Il l’aurait frappée, étouffée puis violée avec sa canne
Et face aux enquêteurs, le gardé à vue a admis avoir causé la mort de cette femme après avoir passé la soirée avec un ami et avoir trop bu.
Selon lui, il avait vu ce soir-là une fenêtre ouverte dans la résidence pour personnes âgées. « Après avoir circulé à pied dans la commune, il était revenu au niveau de la résidence, avait jeté une ‘pomme de terre’ trouvée sur place contre la fenêtre puis était entré dans le logement, ‘peut-être pour voir s’il y avait de l’argent' »,
a précisé le procureur dans son communiqué.
Pourquoi a-t-il « vrillé » par la suite ? Selon lui, c’est le réveil de la victime et l’interpellation verbale de celle-ci qui l’avaient « fait basculer du mauvais côté ».
Ainsi, il lui aurait « alors porté de nombreux coups de poing et de pied avant de l’étouffer à l’aide d’un coussin et d’une couverture »
, et de la violer post-mortem « à l’aide de la canne de la victime »
. Il avait ensuite nettoyé la scène de crime avec un plaid avant de quitter les lieux, prenant soin d’éviter les caméras de vidéosurveillance.
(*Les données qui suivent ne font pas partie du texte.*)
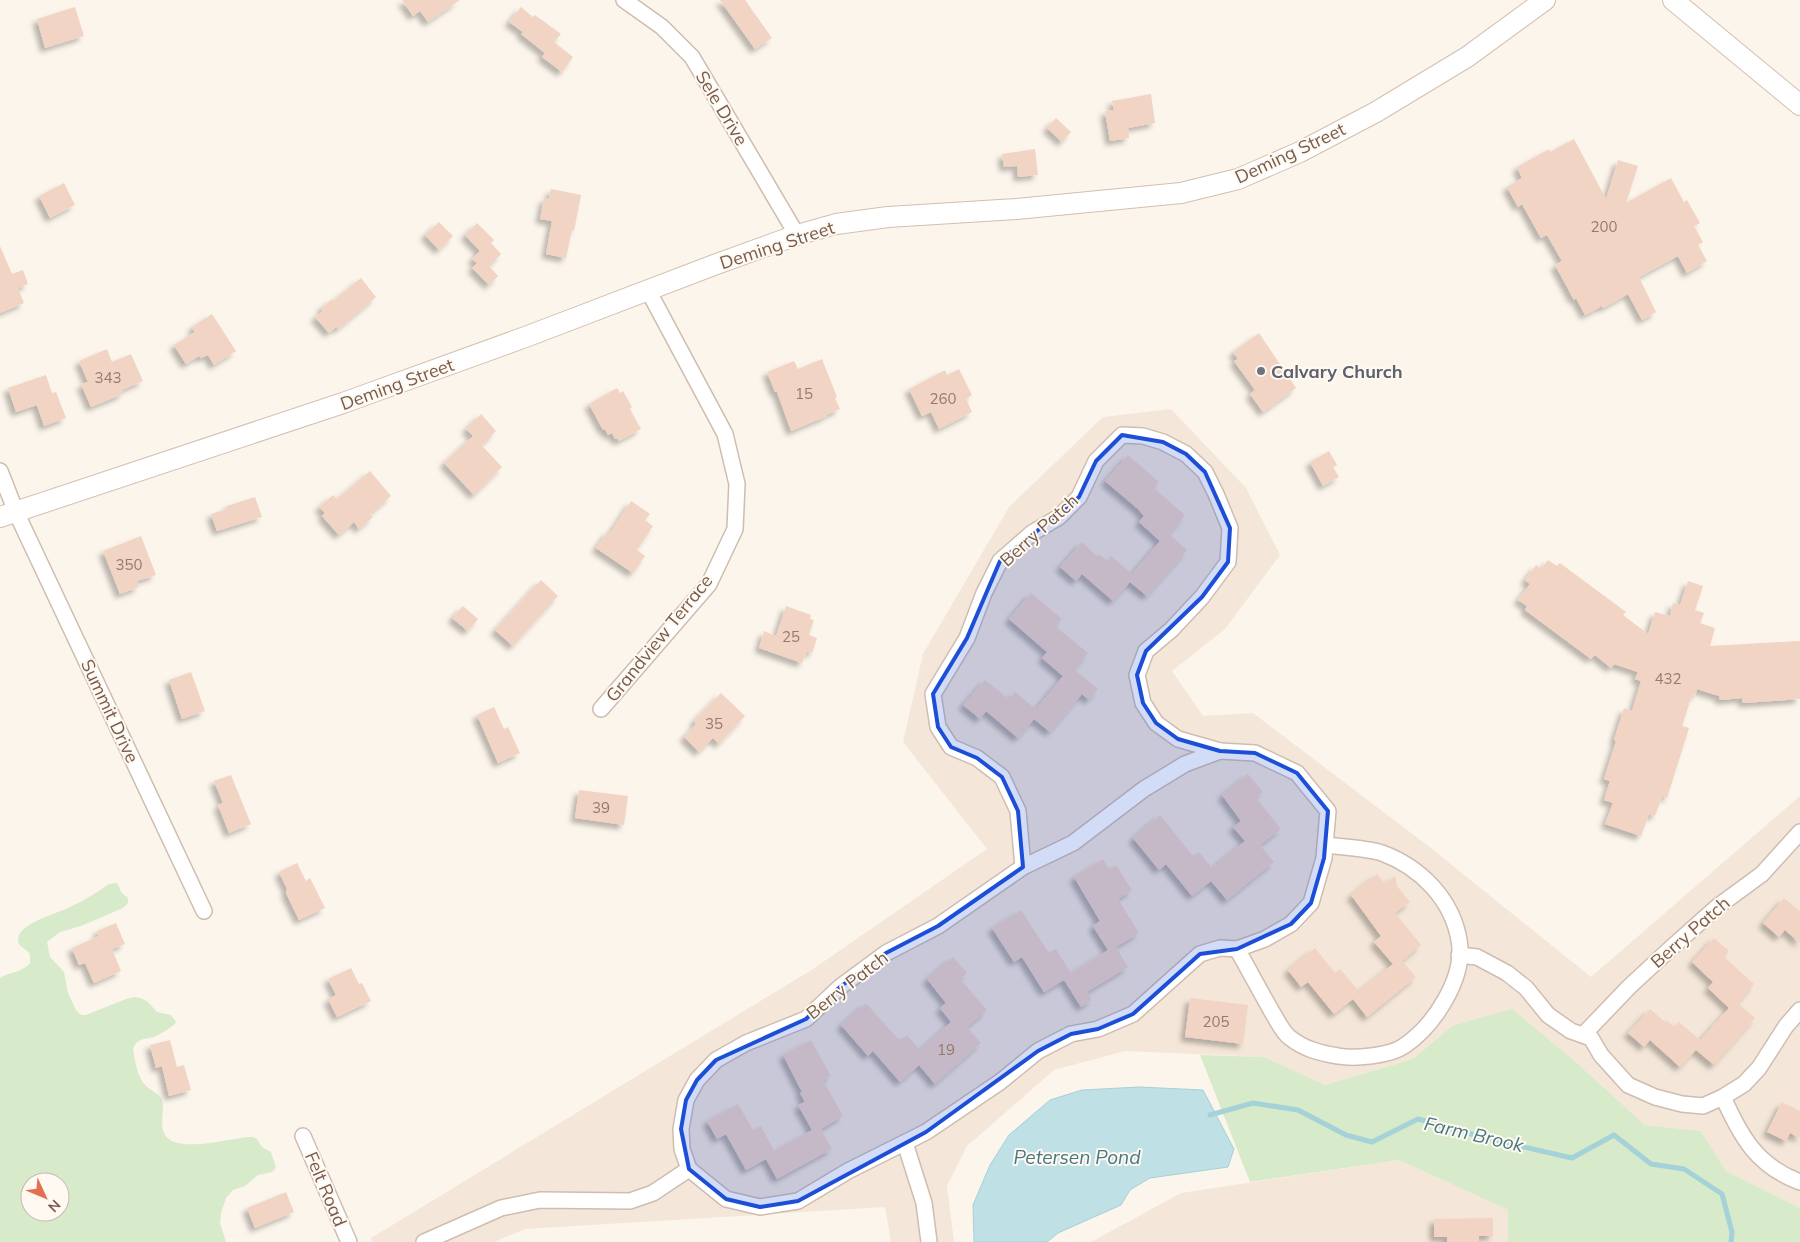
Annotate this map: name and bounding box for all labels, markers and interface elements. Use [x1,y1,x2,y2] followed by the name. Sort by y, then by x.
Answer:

Il avait ensuite jeté le plaid et la canne dans la rivière du Grand Morin, non loin.
Il pensait depuis plusieurs semaines à « violer quelqu’un »
Pourquoi un tel crime ? L’intéressé a expliqué aux enquêteurs qu’il pensait depuis plusieurs semaines à « violer quelqu’un »
et qu’il s’agissait de son « objectif à la base »,
a rapporté le procureur. Il précisait avoir voulu faire « au plus simple »
dans un endroit qu’il savait dépourvu de caméras.
« Il mettait cependant l’introduction de la canne dans le vagin de la victime sur le compte d’une ‘rage’ et de ‘l’alcool’. Interrogé sur ses gestes précis de dissimulation après les faits, il répondait ‘avoir fait les mêmes choses que l’on peut voir dans un film' »,
a précisé le magistrat.
Lors de son interrogatoire par le juge, il a déclaré « être soulagé d’avoir dit la vérité et que la machine soit enclenchée »
et a exprimé des « regrets immenses pour la famille ».
Il
a été mis en examen mercredi 15 octobre pour « homicide volontaire précédé, accompagné ou suivi de viol et viol sur personne vulnérable » et écroué.